• **Input records**
################

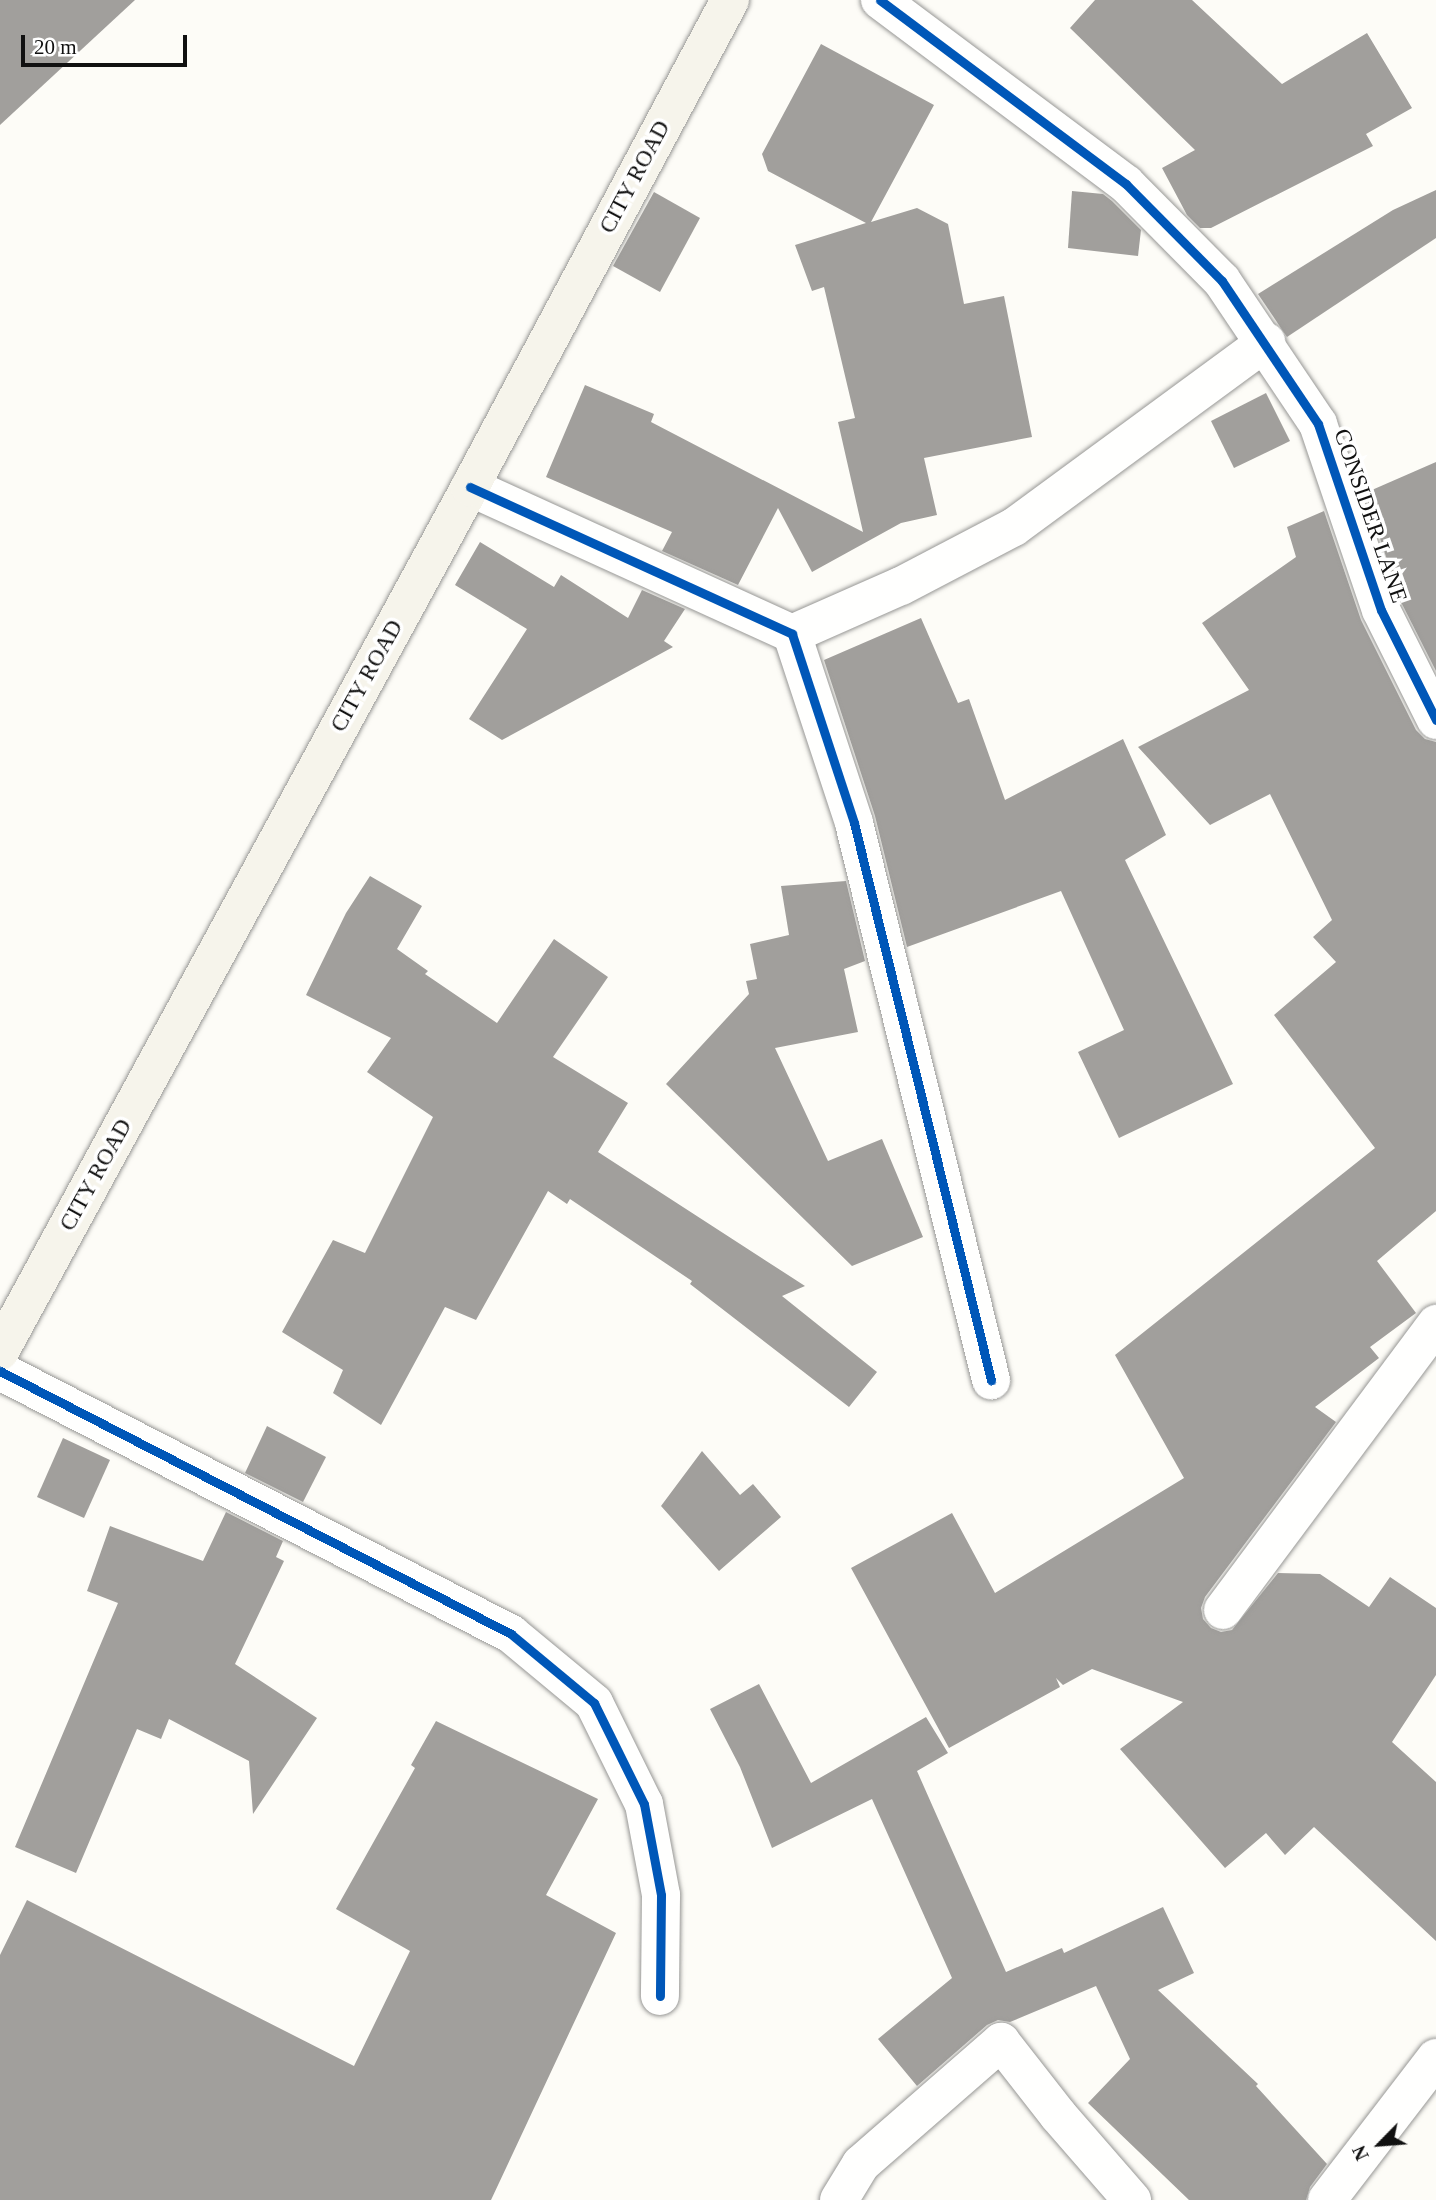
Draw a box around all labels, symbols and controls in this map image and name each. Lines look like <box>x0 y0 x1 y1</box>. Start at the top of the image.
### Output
scale bar <box>24 21 191 65</box>
text: 20 m <box>34 35 77 59</box>
street label: CITY ROAD <box>594 116 676 238</box>
street label: CONSIDER LANE <box>1327 425 1413 607</box>
street label: CITY ROAD <box>325 615 409 737</box>
street label: CITY ROAD <box>54 1114 138 1236</box>
north arrow <box>1345 2109 1415 2179</box>
text: N <box>1348 2142 1373 2164</box>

################

• **Exercise**
Restate the whole listing exactly as written, minus the pictures.

• **Expected answer**
Draw a box around all labels, symbols and controls in this map image and name each. Lines look like <box>x0 y0 x1 y1</box>. Start at the top of the image.
### Output
scale bar <box>24 21 191 65</box>
text: 20 m <box>34 35 77 59</box>
street label: CITY ROAD <box>594 116 676 238</box>
street label: CONSIDER LANE <box>1327 425 1413 607</box>
street label: CITY ROAD <box>325 615 409 737</box>
street label: CITY ROAD <box>54 1114 138 1236</box>
north arrow <box>1345 2109 1415 2179</box>
text: N <box>1348 2142 1373 2164</box>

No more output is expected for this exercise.